A Corsican senator and vocal adversary of separatism, Nicolas Alfonsi, declared the resolutions “a dead end” as “the government will not submit a constitutional revision to Parliament.” Some see the Corsican Assembly’s approval of the statutes as a purely cynical attempt by the island’s traditional parties, which are staunchly opposed to independence, to win separatist votes ahead of regional elections in December 2015.
France, which conquered Corsica in 1769, never treated it as a colony. Napoleon, born the same year in Ajaccio, the island’s capital, remains a national hero. Many Corsicans are prominent establishment figures. Charles Pasqua was interior minister in two administrations; Bernard Squarcini headed France’s domestic intelligence service under President Nicolas Sarkozy. Jean-Marie Colombani ran the daily newspaper Le Monde from 1994 to 2007; Nonce Paolini chairs TF1, France’s largest private television network.
No French government would risk the explosion of a nation that took a thousand years to assemble — particularly as preparations are under way to fuse the country’s 22 regions into 13 larger ones. If a Corsican exception were confirmed, nothing would prevent Brittany and Alsace, for example, from demanding similar treatment.
In Ajaccio in June, Interior Minister Bernard Cazeneuve conveyed Paris’s disapproval. A desire to “preserve a special identity must not set out a path toward breakup,” he said.
Paris has already been chastened by an eruption of violence in Brittany last October after the proposal of an “ecotax” on heavy trucks.

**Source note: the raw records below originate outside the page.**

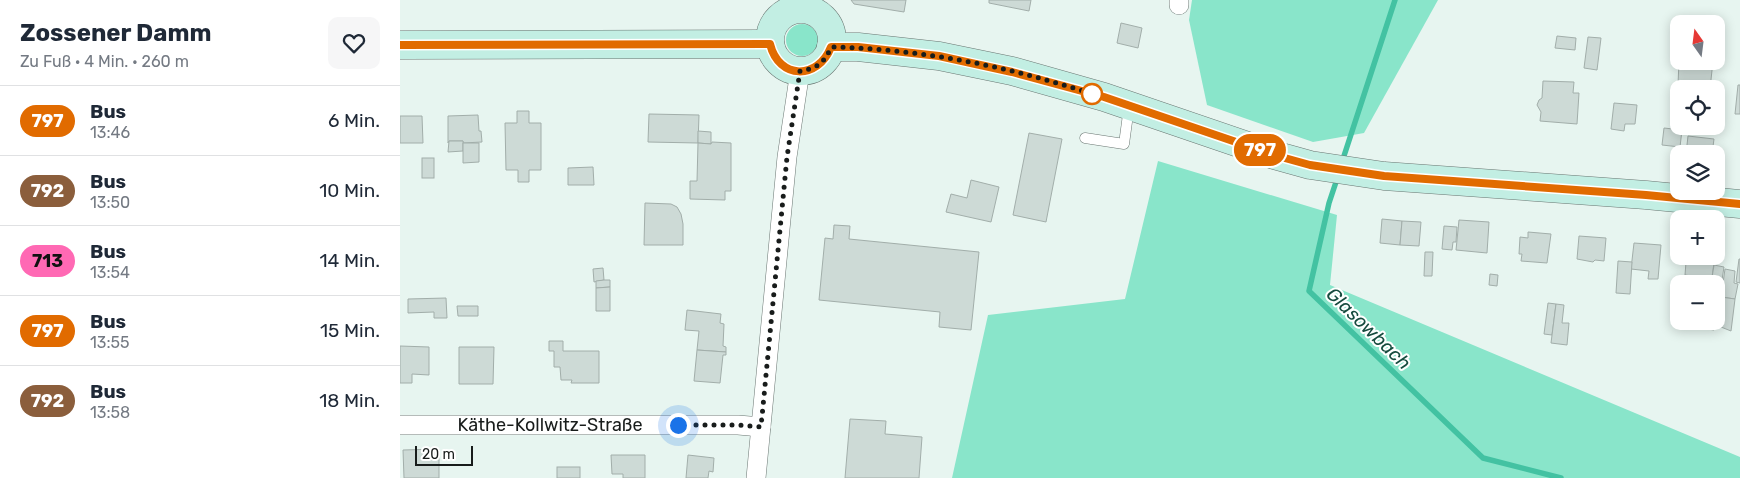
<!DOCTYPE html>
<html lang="de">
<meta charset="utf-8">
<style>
:root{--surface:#fff;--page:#f6f6f7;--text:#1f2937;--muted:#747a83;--line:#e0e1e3}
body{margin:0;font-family:Rubik,sans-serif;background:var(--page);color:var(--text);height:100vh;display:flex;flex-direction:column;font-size:19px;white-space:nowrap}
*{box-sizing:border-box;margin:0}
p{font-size:16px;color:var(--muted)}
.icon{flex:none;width:28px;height:28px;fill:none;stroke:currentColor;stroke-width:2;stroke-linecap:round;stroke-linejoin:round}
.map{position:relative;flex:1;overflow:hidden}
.details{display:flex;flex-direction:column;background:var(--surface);width:400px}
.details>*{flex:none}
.badge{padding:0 10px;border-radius:16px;font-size:18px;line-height:32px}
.needle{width:32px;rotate:346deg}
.fabs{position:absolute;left:1270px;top:15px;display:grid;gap:10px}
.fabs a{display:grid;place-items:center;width:55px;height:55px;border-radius:10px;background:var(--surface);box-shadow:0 2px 12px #0003;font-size:25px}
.scale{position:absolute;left:15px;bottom:12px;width:58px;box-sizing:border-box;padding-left:5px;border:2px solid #181c1b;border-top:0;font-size:14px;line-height:18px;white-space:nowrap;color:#181c1b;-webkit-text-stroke:4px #fff;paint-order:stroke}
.you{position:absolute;width:25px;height:25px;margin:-12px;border:4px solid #fff;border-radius:50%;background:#1a73e8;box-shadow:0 0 0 8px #1a73e833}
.map>.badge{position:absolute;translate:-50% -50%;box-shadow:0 0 0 2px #fff}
.round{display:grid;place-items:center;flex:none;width:52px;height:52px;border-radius:10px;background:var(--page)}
.head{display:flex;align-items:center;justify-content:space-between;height:85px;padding:0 20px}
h1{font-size:24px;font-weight:700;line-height:38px}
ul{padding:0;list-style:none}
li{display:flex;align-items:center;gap:15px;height:70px;padding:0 20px;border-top:1px solid var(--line)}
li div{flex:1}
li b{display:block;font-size:19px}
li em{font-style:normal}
li .badge{min-width:55px;font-weight:700;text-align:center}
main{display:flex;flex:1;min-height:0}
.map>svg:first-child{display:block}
.green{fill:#89e5ca}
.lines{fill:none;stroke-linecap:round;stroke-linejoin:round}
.stream{stroke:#43c2a2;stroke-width:5.5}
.building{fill:#cddad6;stroke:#a2aeaa}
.service-casing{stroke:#6a7672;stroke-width:11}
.minor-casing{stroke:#6a7672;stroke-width:20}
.secondary-casing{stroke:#6a7672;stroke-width:29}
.service{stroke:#fff;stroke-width:10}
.minor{stroke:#fff;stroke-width:19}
.secondary{stroke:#c2eee3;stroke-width:28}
.line-casing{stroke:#fff;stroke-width:11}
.line{stroke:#e16b00;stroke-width:8}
.walk{stroke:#181c1b;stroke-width:5;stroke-dasharray:0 9}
.stop-dot{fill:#fff;stroke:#e16b00;stroke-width:2.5}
.labels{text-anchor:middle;stroke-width:4;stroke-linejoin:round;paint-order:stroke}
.street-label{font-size:18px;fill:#181c1b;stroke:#fff}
.water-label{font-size:19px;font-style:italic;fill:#174c3f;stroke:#fff}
</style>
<main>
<section class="details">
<div class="head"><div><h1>Zossener Damm</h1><p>Zu Fuß · 4 Min. · 260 m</p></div><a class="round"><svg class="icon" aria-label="heart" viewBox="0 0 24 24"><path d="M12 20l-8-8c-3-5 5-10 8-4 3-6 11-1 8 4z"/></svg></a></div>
<ul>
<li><span class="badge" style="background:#e16b00;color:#fff">797</span><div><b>Bus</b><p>13:46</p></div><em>6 Min.</em></li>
<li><span class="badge" style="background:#8b5e3c;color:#fff">792</span><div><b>Bus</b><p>13:50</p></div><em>10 Min.</em></li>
<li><span class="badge" style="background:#ff69b4;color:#111">713</span><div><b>Bus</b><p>13:54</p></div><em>14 Min.</em></li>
<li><span class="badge" style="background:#e16b00;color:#fff">797</span><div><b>Bus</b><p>13:55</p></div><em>15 Min.</em></li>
<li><span class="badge" style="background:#8b5e3c;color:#fff">792</span><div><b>Bus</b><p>13:58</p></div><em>18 Min.</em></li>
</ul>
</section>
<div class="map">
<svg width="1340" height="478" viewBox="0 0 1340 478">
<rect width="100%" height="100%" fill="#e7f5f0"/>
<g class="green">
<path d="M792 0H1038L964 133 913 142 807 105 789 20Z"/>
<circle cx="402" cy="40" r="16"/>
<path d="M758 161 937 215 930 285 1340 457V478H552L588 315 725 299Z"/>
</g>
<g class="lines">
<g class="stream">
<path d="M942 162 995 0"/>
<path d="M938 176 929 203 909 291 1083 458 1161 478"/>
</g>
</g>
<g class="building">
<path d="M451 0H506L504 12 454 4Z"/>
<path d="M589 0H631L629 11 589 3Z"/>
<path d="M721 23 742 28 738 48 717 43Z"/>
<path d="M1157 36 1176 38 1175 50 1155 48Z"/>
<path d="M1188 37 1201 38 1197 70 1184 68Z"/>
<path d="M1279 61H1313L1310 89 1278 85Z"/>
<path d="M1143 81 1174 82 1173 93H1179L1177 124 1140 121 1141 112 1137 105 1139 100 1142 98Z"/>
<path d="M1338 85H1340V114H1335Z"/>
<path d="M1214 103 1237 105 1235 124H1225L1224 131 1211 129Z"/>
<path d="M117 111H129V123H141V170H129V182H118V170H106L105 123H117Z"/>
<path d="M249 114 299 115 298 143 248 142Z"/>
<path d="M78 115 79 131H81L82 142 63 143V141H49L48 143V116Z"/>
<path d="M0 116H22L23 143H0Z"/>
<path d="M1264 128 1282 130 1280 147 1262 145Z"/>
<path d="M298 131 311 132V144L298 143Z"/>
<path d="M629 133 662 139 646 222 613 215Z"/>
<path d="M1288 136 1314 139 1312 154H1286Z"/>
<path d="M49 141H63V151L48 152Z"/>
<path d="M312 142 331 143V191H325V200L290 199V181H297L298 143 311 144Z"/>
<path d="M63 143H79V162L63 163Z"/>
<rect x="22" y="158" width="12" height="20"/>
<path d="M193 167 194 185H168V168Z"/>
<path d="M571 180 599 187 591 222 546 212 551 194 567 198Z"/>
<path d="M245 203 271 204 277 207 281 214 283 224V245H244Z"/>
<path d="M982 219 1002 221 1000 245 980 243Z"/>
<path d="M1059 220 1089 222 1087 253 1056 250Z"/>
<path d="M1002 221 1021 222 1019 246 1000 245Z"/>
<path d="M434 225 450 226 449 239 579 252 571 330 539 327 540 312 419 300 425 238 433 239Z"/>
<path d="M1044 226 1057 227 1056 242H1053L1052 250 1042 249Z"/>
<path d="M1128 232 1151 234 1147 263 1121 261 1122 254H1119L1120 237 1128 238Z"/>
<path d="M1179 236 1206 238 1204 261 1195 260 1193 262 1177 259Z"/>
<path d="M1234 243 1261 245 1258 279H1248L1249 271 1231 269Z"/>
<path d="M1025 252H1033L1032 276H1024Z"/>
<path d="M1282 256H1315L1311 284H1290L1291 276 1285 275 1286 262H1281Z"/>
<path d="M1339 259H1340V283L1336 282Z"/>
<path d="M1218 261 1232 262 1230 294 1216 293Z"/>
<path d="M1314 265 1324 267 1316 318V284H1311Z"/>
<path d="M203 268 204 280 194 282 193 269Z"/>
<path d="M1325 269 1335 271 1334 283 1338 284 1335 299 1321 297Z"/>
<path d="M1090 274 1098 275 1097 286 1089 285Z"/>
<path d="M204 280H210V287L196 288V281Z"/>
<path d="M210 287V311H196V288Z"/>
<path d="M1321 297 1335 299 1331 331 1316 325Z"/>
<path d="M46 298 47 318H34V312L8 313V299Z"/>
<path d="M1148 303 1156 304 1152 335 1144 334Z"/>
<path d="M1156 304 1164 305 1162 323H1169L1167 345 1151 343Z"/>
<path d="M57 306H78V316H58Z"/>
<path d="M287 310 321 314 320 323 324 324 323 346 326 347V352L297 350 299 331 285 330Z"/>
<path d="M1310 321H1316L1314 330 1308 329Z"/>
<path d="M149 341H163V351H199V383H171L172 380H161L160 367H154V351H149Z"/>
<path d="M0 346 29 347V375L12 374V383H0Z"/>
<path d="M59 347H94L93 384H59Z"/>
<path d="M297 350 326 352V355H323L320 383 294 381Z"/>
<path d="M450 419 486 421 485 434 522 437 519 478H445Z"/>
<path d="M39 449V478H4L3 450Z"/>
<path d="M211 455H245V478H223V474H212Z"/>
<path d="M288 455 314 458 313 472 309 471 308 478H286Z"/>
<rect x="157" y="467" width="23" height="11"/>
</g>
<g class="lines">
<defs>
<path id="service" d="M685 138 724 144 729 107"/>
<g id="minor">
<path d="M779 5V0"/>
<path d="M404 9 405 0"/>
<path d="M0 425H338L361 427"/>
<path d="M356 478 387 157 400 71"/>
</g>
<g id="secondary">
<circle cx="401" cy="40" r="31"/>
<path d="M0 45 370 44"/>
<path d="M431 47H458L539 56 612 71 704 97 874 155 910 165 984 176 1246 195 1340 204"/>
</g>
</defs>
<use href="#service" class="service-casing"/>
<use href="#minor" class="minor-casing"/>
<use href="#secondary" class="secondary-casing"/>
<use href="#service" class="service"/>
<use href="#minor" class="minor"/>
<use href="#secondary" class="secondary"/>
</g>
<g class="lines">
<defs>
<path id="line" d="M0 45 370 44C379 80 418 80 431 47H458L539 56 612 72 704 97 874 155 910 165 984 176 1246 195 1340 204"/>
</defs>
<use href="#line" class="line-casing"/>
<use href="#line" class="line"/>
<path class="walk" d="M278 425H338L361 427 387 157 400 71C417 69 425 62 431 47 520 49 608 66 692 94"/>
</g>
<circle class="stop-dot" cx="692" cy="94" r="10"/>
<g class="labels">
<g class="street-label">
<text x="150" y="431">Käthe-Kollwitz-Straße</text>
</g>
<g class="water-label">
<text transform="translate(969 328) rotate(44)" y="7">Glasowbach</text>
</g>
</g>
</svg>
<div class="fabs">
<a><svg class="needle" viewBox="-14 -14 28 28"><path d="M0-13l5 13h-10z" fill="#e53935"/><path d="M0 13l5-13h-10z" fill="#747a83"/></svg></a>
<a><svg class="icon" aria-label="locate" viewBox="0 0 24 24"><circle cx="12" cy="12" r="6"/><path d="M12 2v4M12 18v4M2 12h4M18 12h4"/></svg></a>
<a><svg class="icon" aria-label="layers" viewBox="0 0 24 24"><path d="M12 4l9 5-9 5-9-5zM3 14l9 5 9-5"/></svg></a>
<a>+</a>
<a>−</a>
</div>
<div class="scale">20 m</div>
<div class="you" style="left:278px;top:425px"></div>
<b class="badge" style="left:860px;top:150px;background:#e16b00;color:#fff">797</b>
</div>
</main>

Protesters donned the red caps worn by Bretons in 1675 to protest a stamp tax and which prefigured those worn during the French Revolution. Paris hurriedly suspended the ecotax, not wanting to reawaken a historic longing for regional liberties.

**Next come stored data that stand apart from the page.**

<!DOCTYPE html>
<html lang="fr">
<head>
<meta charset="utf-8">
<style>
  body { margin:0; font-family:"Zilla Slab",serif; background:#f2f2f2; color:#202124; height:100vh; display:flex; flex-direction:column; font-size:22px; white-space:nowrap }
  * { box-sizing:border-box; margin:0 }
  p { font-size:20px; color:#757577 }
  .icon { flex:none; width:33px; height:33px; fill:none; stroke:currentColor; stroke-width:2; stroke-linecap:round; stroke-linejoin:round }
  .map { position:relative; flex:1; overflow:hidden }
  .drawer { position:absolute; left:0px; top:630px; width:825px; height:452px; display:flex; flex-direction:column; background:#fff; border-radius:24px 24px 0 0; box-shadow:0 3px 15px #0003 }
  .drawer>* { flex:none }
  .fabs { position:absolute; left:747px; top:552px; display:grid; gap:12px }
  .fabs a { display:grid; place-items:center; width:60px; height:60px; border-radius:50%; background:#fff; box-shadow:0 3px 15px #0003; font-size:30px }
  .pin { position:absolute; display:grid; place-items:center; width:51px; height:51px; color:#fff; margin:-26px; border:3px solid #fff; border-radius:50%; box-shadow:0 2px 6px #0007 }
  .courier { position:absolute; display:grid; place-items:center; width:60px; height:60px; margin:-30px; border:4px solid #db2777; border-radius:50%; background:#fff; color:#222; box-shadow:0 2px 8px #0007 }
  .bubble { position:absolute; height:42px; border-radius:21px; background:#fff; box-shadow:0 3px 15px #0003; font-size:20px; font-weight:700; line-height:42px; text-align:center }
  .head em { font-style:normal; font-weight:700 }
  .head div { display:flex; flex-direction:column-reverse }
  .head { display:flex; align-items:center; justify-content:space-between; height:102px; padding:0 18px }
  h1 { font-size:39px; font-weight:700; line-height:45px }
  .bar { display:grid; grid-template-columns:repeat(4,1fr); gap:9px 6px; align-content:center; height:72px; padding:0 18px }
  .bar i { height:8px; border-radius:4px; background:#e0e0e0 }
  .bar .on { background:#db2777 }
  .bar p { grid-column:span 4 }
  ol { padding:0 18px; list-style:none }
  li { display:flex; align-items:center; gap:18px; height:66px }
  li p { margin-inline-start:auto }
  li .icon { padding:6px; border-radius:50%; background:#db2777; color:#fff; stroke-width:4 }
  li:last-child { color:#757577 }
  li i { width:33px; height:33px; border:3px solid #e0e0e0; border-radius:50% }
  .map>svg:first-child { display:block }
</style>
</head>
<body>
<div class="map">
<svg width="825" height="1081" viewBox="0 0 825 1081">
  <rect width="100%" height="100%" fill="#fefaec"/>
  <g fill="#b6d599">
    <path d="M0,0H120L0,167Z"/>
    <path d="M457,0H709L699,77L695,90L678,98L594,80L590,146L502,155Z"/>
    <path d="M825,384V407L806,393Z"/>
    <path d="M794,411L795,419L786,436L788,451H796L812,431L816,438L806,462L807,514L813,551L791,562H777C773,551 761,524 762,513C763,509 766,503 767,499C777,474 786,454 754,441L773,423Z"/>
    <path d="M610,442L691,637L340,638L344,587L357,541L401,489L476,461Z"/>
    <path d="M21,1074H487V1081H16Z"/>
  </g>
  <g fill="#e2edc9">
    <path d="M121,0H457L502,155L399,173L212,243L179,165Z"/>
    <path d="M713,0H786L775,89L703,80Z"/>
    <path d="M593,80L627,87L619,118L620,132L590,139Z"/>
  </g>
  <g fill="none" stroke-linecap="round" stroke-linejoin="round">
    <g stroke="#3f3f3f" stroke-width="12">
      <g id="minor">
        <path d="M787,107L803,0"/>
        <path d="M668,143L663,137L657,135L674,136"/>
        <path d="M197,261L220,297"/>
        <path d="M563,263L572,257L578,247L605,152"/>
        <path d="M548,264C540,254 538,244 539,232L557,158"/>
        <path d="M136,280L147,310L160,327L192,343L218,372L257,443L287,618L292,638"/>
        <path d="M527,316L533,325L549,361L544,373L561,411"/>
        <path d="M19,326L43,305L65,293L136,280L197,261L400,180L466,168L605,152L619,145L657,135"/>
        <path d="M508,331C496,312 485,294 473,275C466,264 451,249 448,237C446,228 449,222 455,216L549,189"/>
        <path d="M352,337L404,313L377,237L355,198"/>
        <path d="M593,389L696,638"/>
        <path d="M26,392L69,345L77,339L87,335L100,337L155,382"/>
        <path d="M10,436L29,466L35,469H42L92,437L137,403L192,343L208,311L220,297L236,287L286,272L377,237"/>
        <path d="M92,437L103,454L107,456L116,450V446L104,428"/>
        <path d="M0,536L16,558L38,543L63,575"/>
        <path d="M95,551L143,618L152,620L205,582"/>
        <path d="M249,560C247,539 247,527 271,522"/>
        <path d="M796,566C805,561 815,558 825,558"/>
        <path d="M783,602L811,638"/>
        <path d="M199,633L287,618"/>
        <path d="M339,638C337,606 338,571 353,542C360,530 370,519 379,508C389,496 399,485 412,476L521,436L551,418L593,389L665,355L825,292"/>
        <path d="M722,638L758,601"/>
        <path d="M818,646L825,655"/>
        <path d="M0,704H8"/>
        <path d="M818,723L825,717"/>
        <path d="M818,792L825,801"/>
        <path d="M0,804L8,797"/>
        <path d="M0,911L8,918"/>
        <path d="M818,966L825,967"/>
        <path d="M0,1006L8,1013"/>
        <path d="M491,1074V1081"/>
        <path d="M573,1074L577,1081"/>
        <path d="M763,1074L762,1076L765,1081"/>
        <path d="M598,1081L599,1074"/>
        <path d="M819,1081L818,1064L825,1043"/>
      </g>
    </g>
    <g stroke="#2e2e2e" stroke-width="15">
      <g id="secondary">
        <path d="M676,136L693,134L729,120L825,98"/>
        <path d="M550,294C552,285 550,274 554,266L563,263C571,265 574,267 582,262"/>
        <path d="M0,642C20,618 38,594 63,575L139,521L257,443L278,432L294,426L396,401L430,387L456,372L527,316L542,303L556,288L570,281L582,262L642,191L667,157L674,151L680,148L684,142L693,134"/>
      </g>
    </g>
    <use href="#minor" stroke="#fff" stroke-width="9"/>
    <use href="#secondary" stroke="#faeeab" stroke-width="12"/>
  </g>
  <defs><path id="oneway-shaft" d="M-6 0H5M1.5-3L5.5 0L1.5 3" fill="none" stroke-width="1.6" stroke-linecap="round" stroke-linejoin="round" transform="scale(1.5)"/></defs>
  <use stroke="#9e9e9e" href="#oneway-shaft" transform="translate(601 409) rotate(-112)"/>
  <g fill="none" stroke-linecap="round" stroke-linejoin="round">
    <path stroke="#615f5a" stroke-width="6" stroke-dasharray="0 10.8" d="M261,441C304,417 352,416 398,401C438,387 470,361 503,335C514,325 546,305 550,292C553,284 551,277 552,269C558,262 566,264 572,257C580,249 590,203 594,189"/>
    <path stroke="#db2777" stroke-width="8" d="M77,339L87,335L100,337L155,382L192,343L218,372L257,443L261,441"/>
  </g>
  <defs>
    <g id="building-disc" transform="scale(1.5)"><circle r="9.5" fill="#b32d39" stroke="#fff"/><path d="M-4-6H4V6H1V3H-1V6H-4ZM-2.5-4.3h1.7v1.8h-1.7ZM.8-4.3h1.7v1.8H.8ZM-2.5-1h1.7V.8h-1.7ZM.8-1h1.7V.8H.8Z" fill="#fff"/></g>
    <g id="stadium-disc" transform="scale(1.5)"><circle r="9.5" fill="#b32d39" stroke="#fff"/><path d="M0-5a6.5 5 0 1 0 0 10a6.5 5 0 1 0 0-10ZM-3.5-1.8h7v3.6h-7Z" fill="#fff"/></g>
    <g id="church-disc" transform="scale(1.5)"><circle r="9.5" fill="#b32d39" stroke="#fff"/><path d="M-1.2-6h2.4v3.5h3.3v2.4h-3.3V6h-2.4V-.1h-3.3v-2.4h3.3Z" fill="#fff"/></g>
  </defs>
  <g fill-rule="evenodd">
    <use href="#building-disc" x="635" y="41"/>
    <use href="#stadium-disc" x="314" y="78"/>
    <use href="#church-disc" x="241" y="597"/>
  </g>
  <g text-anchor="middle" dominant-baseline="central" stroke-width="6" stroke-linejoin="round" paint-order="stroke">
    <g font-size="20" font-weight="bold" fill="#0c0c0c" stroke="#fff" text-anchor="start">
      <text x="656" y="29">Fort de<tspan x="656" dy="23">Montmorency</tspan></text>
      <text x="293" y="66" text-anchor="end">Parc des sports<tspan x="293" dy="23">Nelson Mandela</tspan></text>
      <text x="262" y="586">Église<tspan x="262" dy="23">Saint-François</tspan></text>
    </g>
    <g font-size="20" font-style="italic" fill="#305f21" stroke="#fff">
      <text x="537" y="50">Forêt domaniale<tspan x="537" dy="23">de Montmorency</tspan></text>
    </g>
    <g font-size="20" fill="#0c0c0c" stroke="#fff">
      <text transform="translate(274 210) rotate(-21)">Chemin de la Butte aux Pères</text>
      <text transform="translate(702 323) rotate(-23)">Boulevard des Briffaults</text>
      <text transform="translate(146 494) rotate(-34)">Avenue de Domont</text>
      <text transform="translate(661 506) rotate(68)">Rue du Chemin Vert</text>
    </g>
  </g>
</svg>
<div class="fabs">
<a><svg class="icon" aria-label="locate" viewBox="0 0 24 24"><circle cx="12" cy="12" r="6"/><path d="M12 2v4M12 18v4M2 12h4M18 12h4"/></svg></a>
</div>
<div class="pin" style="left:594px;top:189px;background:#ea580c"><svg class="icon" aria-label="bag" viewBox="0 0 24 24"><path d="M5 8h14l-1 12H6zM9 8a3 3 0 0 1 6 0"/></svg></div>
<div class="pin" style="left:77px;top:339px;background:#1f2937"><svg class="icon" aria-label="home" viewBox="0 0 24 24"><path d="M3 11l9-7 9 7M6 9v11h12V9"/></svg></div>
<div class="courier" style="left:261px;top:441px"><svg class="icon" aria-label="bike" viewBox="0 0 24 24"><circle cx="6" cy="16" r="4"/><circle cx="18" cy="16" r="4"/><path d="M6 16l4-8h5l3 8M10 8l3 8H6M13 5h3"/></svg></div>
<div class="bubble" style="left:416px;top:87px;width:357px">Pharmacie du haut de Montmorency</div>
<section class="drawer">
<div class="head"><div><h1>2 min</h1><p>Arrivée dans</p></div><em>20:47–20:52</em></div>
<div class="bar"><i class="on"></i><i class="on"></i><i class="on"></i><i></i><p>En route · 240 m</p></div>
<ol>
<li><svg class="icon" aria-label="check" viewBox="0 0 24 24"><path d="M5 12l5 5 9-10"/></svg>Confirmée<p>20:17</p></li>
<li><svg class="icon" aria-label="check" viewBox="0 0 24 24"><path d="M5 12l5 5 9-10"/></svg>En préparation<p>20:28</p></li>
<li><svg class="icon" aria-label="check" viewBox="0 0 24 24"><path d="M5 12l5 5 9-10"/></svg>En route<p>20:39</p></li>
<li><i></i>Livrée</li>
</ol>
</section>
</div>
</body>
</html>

Corsican separatists envy France’s far-flung territories, particularly those in the Indian Ocean and South Pacific, which have been granted greater autonomy. But, paradoxically, there is no solidarity overseas with Corsica’s separatist cause. With the possible exception of New Caledonia, which has vast nickel resources and is slated for a referendum on independence by 2018, none would renounce the advantages of being French for the dream of independence.
The same could be said of the majority of Corsica’s 300,000 inhabitants. The island’s relatively weak economy has long been dependent on generous financial support from Paris, including tax breaks and subsidies for transportation to and from the mainland; about 30 percent of Corsicans are civil servants.
The FLNC’s carefully worded communiqué does not preclude an eventual resumption of shooting and bombing. This would not be without precedent: In past decades, several solemnly proclaimed truces have dissolved in bloodshed. But in the end the FLNC had no alternative to retreating. It may claim it has won an ideological battle, but the FLNC has lost the war: Corsica wants to stay French.
Charles Lambroschini is a former deputy editor of the French daily Le Figaro.